La tradición de la enseñanza se orienta también hacia la hegemonía  de la pintura; la primera escuela que se funda en el país data de 1839. En 1840 se crea una cátedra de pintura al óleo en la Escuela Normal de Dibujo, fundada por el matemático Juan Manuel Cajigal,  la cual se abrió ese mismo año adscrita a la diputación Provincial de Caracas. Pero la escultura no se enseñó metódicamente en Venezuela sino luego de 1887, cuando aquella primera escuela se transformó en el Instituto de Bellas Artes, destinándosele a él una sección para el aprendizaje escultórico.
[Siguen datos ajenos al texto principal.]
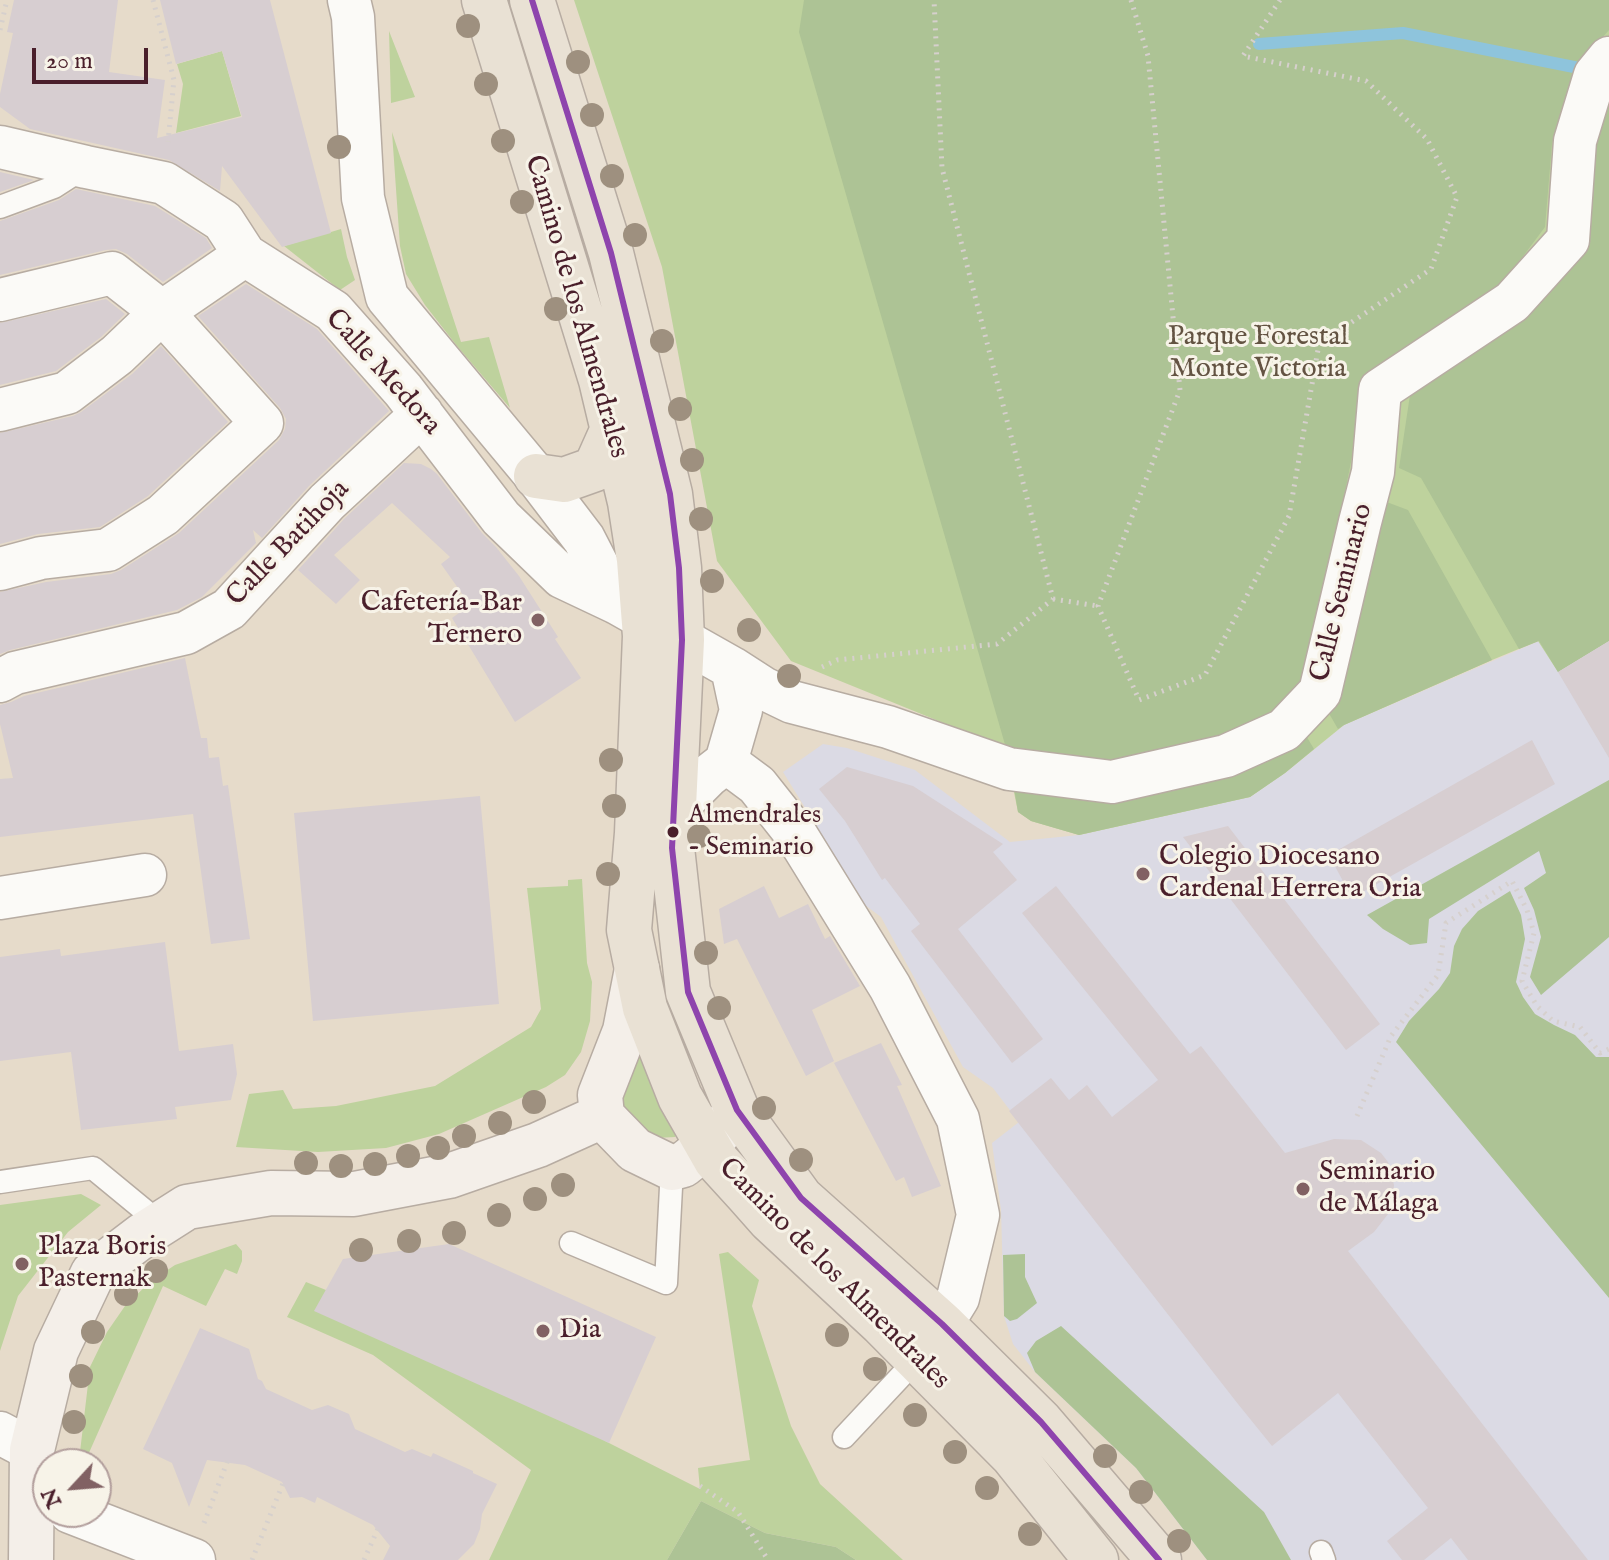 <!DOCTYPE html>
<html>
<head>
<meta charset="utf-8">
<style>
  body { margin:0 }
  #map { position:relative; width:1609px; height:1560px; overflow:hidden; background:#e6dbca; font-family:"IM FELL English",serif }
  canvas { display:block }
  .north { position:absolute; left:32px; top:1448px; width:80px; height:80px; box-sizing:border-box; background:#f7f3e8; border:2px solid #b29e9c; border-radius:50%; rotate:244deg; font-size:22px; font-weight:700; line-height:32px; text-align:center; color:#4a1f2b }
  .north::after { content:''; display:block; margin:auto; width:28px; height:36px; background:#816163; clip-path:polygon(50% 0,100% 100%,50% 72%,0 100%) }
  .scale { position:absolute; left:32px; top:48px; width:116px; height:36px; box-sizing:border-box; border:4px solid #4a1f2b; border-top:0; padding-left:10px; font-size:24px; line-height:28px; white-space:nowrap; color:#4a1f2b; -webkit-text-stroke:6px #f7f3e8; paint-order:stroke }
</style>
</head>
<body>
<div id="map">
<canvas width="1609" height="1560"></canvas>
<div class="north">N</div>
<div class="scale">20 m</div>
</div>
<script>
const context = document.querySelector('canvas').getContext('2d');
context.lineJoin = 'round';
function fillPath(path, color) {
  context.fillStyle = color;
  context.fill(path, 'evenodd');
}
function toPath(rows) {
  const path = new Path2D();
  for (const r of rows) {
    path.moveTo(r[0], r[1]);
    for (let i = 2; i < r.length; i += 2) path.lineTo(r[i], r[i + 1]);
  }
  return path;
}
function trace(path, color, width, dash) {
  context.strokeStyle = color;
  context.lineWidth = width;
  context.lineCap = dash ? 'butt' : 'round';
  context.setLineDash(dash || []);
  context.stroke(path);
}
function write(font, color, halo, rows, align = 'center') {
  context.font = font + ' "IM FELL English",serif';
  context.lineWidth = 6;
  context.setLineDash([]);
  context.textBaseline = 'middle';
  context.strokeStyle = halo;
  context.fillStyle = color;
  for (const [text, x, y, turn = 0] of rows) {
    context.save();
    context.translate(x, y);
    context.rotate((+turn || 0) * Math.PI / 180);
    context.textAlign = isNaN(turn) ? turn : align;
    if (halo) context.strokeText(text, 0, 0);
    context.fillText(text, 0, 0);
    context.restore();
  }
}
const built = toPath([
  [1539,641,1609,641,1609,1560,1207,1560,1136,1468,1035,1372,1013,1344,1004,1316,1001,1210,992,1143,1019,1122,993,1088,963,1067,881,917,865,905,783,772,823,744,847,748,915,770,1010,842,1079,835,1250,797,1285,773,1344,725]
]);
const green = toPath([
  [574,0,1609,0,1609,641,1558,672,1538,641,1492,660,1344,725,1285,773,1250,797,1079,835,1031,821,1018,812,1005,748,791,661,717,561,662,267],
  [389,31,415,97,391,103],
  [222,51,241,116,176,133,183,84,177,64],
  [392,132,461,342,489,337,510,408,457,346,425,305,406,274,400,246],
  [341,229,347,257,355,280,340,290,284,246],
  [582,879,587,963,592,982,590,1021,581,1052,565,1075,546,1087,439,1134,386,1148,318,1152,236,1147,249,1094,283,1090,293,1109,336,1106,435,1086,531,1027,541,1009,527,888,568,886,568,880],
  [641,1046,678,1133,675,1137,656,1138,643,1134,621,1105,624,1079],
  [81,1194,101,1205,68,1232,18,1296,0,1351,0,1205],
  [236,1244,242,1251,242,1261,237,1274,225,1269,206,1306,163,1286,88,1455,80,1452,90,1367,107,1332,125,1306,151,1281,175,1265],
  [728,1252,759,1280,752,1306,791,1426,820,1484,903,1560,856,1560,836,1547,765,1533,701,1501,667,1560,489,1560,531,1470,373,1355,287,1317,306,1282,326,1290,609,1443,700,1489,698,1468,750,1460,719,1254]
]);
const forest = toPath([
  [804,0,1609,0,1609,30,1574,70,1552,144,1545,227,1500,287,1368,377,1342,507,1305,676,1270,720,1222,742,1125,765,1006,748,799,32],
  [1609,98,1609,641,1558,672,1539,641,1519,649,1421,478,1399,468,1410,395,1520,315,1595,151],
  [1384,501,1408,510,1492,660,1344,725,1338,729,1327,710],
  [1302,729,1314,749,1285,773,1250,797,1079,835,1031,821,1018,812,1012,776,1099,799],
  [1609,780,1609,937,1541,995,1530,977,1541,937,1534,910,1524,888,1546,873,1539,851,1429,919,1427,943,1410,945,1383,929,1367,915],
  [1510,891,1521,915,1525,939,1516,982,1523,997,1535,1014,1554,1025,1575,1035,1596,1057,1609,1057,1609,1298,1396,1042,1409,1021,1439,989,1450,973,1454,946,1462,929,1478,911],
  [1025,1254,1025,1277,1037,1303,1017,1319,1010,1321,1004,1316,1003,1255],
  [1061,1326,1264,1512,1291,1560,1207,1560,1136,1468,1035,1372,1027,1353,1036,1341],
  [701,1501,765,1533,836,1547,856,1560,667,1560]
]);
const stream = toPath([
  [1259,44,1403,33,1579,68]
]);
const building = toPath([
  [14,0,118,0,109,72,165,80,157,138,242,117,222,51,176,64,160,0,270,0,331,233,282,247,222,166,220,191,169,160,30,129,0,107,0,94,13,33,7,32],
  [0,172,34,180,0,192],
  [76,189,155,206,206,238,212,248,163,282,127,254,116,249,106,250,0,275,0,221,59,200],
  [246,284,317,329,389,411,309,486,262,538,253,530,256,543,202,597,177,610,10,650,0,654,0,592,46,582,111,574,121,570,179,533,279,440,285,429,286,419,280,408,198,316],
  [106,299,125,314,101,337,56,371,0,385,0,323],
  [161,346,228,422,148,496,100,527,38,534,0,544,0,433,73,416,81,412,132,374],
  [404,463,421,464,431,469,437,474,482,533,496,547,519,576,558,637,555,639,581,678,515,722,452,618,470,605,441,564,450,557,392,503,334,555,360,580,336,604,298,570,344,519],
  [1609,641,1609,758,1558,672],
  [185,658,201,738,207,738,209,758,219,757,223,786,228,785,250,939,211,944,193,814,0,837,0,779,13,778,0,724,0,705,11,702,24,696],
  [1532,740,1555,784,1352,898,1329,855],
  [847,767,913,786,1003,844,993,852,1017,880,958,929,1043,1039,1012,1063,911,931,920,924,885,878,882,880,845,821,819,789],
  [480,796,499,1004,313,1021,294,813],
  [1228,826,1380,1024,1346,1050,1183,837],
  [764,886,779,918,808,904,825,939,830,936,860,986,812,1010,834,1061,806,1076,737,939,724,944,719,909],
  [1056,886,1190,1054,1201,1046,1285,1153,1334,1139,1361,1140,1381,1153,1388,1162,1394,1185,1392,1209,1374,1232,1348,1251,1588,1560,1468,1560,1451,1538,1424,1560,1402,1560,1387,1541,1428,1508,1338,1393,1272,1446,1238,1404,1009,1111,1051,1078,1069,1100,1087,1085,1112,1117,1158,1080,1022,913],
  [165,942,179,1051,233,1044,237,1074,231,1100,175,1107,177,1119,81,1130,71,1052,0,1061,0,957,60,949,61,956],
  [881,1043,902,1085,897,1086,941,1186,912,1197,904,1177,896,1181,834,1063],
  [449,1244,656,1337,609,1443,314,1311,343,1259],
  [200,1328,249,1349,258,1379,262,1381,266,1389,312,1410,328,1405,349,1414,355,1429,405,1452,412,1449,431,1457,433,1453,473,1471,473,1473,497,1484,482,1514,480,1529,474,1544,458,1560,383,1560,390,1546,373,1525,317,1497,315,1503,302,1497,290,1498,282,1482,245,1465,207,1460,189,1507,172,1463,143,1449]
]);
const path = toPath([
  [153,0,174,80,168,142],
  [1131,0,1148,56,1180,390,1098,606,1139,700,1205,675,1289,516,1319,344,1431,269,1457,197,1427,139,1366,81,1243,56,1280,0],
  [0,30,7,0],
  [1053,599,1098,606],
  [822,667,837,660,997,644,1053,599,942,168,934,0],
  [1357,1116,1391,1036,1438,975,1446,923,1512,881,1527,910,1534,933,1522,981,1537,1006,1553,1021,1580,1027,1600,1053,1609,1049],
  [700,1486,738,1512,768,1560],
  [204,1523,229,1457],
  [252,1560,284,1481],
  [364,1560,380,1524]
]);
const lane = toPath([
  [0,207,54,187,85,167],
  [0,1182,93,1168,161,1224],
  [571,1243,666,1283,672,1168],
  [844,1437,917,1359],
  [1321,1552,1324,1560]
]);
const street = toPath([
  [349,0,353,17,363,198,387,297,536,476,584,539,617,603],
  [0,147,86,167,164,183,223,221,245,255,333,311,403,390,501,518,562,577,617,603,732,668,763,688,792,702,888,727,1009,769,1112,782,1226,756,1284,730,1320,692,1360,522,1373,472,1380,390,1512,302,1568,240,1575,141,1595,75,1609,58],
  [0,300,112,273,162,312,262,423,163,515,108,550,41,558,0,569],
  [0,410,67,393,117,355,162,312,245,255],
  [0,681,15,673,186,633,229,609,327,502,422,414],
  [726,762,757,785,795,833,890,987,958,1119,978,1215,958,1298,942,1324],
  [675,809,708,776,726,762,741,710,732,668],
  [0,898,145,875],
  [0,1433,32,1450],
  [70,1512,194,1560]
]);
const secondary = toPath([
  [637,969,625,1031,600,1095,602,1116,635,1150,672,1168,683,1165,708,1145,732,1117],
  [31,1560,32,1450,56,1351,93,1273,143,1235,187,1207,271,1193,354,1194,449,1176,538,1145,602,1116]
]);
const primary = toPath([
  [484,0,601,380,630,502,639,560,645,636,637,833,629,930,645,1008,680,1097,716,1160,747,1194,770,1220,882,1324,1013,1456,1096,1560],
  [532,0,611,253,670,494,679,568,682,640,672,848,688,992,737,1110,801,1198,942,1324,1041,1422,1159,1560],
  [536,476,564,480,595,469,612,431]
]);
const bus1 = toPath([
  [532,0,611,253,670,494,679,568,682,640,672,848,688,992,737,1110,801,1198,942,1324,1041,1422,1159,1560]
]);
const trees = [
  [468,26],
  [578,62],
  [486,84],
  [592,115],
  [503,141],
  [339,147],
  [612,176],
  [522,202],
  [635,235],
  [556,309],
  [662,341],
  [680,409],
  [692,460],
  [701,519],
  [712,581],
  [749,630],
  [789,676],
  [611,760],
  [614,806],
  [699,836],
  [608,874],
  [706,953],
  [719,1008],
  [534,1102],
  [764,1108],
  [500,1123],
  [464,1136],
  [438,1148],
  [408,1156],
  [801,1160],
  [306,1163],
  [375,1164],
  [341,1166],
  [563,1185],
  [535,1199],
  [499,1215],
  [454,1233],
  [409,1241],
  [361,1250],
  [156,1271],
  [126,1294],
  [93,1332],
  [837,1335],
  [875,1369],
  [81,1376],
  [915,1415],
  [74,1422],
  [955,1452],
  [1105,1456],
  [987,1488],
  [1141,1492],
  [1030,1534],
  [1179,1541]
];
const markers = [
  [538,620,8,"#816163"],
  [673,832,7,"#4a1f2b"],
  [1143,874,8,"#816163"],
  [1303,1189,8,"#816163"],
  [22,1264,8,"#816163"],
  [543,1331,8,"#816163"]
];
const busNames = [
  ["Almendrales",688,817],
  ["- Seminario",688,849]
];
const streetNames = [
  ["Camino de los Almendrales",575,307,74],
  ["Calle Medora",382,373,48],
  ["Calle Batihoja",289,544,-46],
  ["Calle Seminario",1343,593,-76],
  ["Camino de los Almendrales",833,1275,45]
];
const parkNames = [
  ["Parque Forestal",1258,338],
  ["Monte Victoria",1258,370]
];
const poiNames = [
  ["Cafetería-Bar",522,604,"right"],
  ["Ternero",522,636,"right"],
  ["Colegio Diocesano",1159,858],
  ["Cardenal Herrera Oria",1159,890],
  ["Seminario",1319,1173],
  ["de Málaga",1319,1205],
  ["Plaza Boris",38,1248],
  ["Pasternak",38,1280],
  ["Dia",559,1331]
];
fillPath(built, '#dbdae4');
fillPath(green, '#bed29d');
fillPath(forest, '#adc395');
trace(stream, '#8ec4dc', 12);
fillPath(building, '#d7ced1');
trace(lane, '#b7aca2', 25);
trace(street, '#b7aca2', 45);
trace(secondary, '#b7aca2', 47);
trace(primary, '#b7aca2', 47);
trace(path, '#d6d0cd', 5, [2, 6]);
trace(lane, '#fbfaf7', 22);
trace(street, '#fbfaf7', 42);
trace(secondary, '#f4efe9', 44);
trace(primary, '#e9e1d4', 44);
trace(bus1, '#8e44ad', 6);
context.fillStyle = '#9e907f';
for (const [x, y] of trees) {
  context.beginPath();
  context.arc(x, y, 12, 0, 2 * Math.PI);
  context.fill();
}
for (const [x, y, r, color] of markers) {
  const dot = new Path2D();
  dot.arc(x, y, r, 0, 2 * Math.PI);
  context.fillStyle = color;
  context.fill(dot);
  trace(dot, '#f7f3e8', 3);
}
write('26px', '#4a1f2b', '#f7f3e8', busNames, 'left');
write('28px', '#4a1f2b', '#f7f3e8', streetNames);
write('28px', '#635342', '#f7f3e8', parkNames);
write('28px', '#4a1f2b', '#f7f3e8', poiNames, 'left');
</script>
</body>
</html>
Y si bien es cierto que la escultura llegó a ser por un momento una carrera para los alumnos de la Academia cuando enseñó en esta Eloy Palacios,  no menos cierto es que ella terminó siendo, en la práctica, una rama auxiliar para los que seguían la carrera de pintor. La verdadera formación escultórica se adquiría  en Europa, y aun así no será fácil para el artista profesional que retornaba a la patria desarrollar una obra que debió verse limitada en su producción por la escasa demanda del encargo.

Restringido su campo de acción a servir al culto funerario o a proveer al Estado las imágenes que coronan los monumentos en plazas, avenidas y parques, al escultor venezolano del siglo XIX le bastaba adquirir la técnica indispensable para lo que de él esperaba una sociedad que veía en la escultura un medio de perennizar el recuerdo de sus héroes, civiles y militares, y hombres públicos.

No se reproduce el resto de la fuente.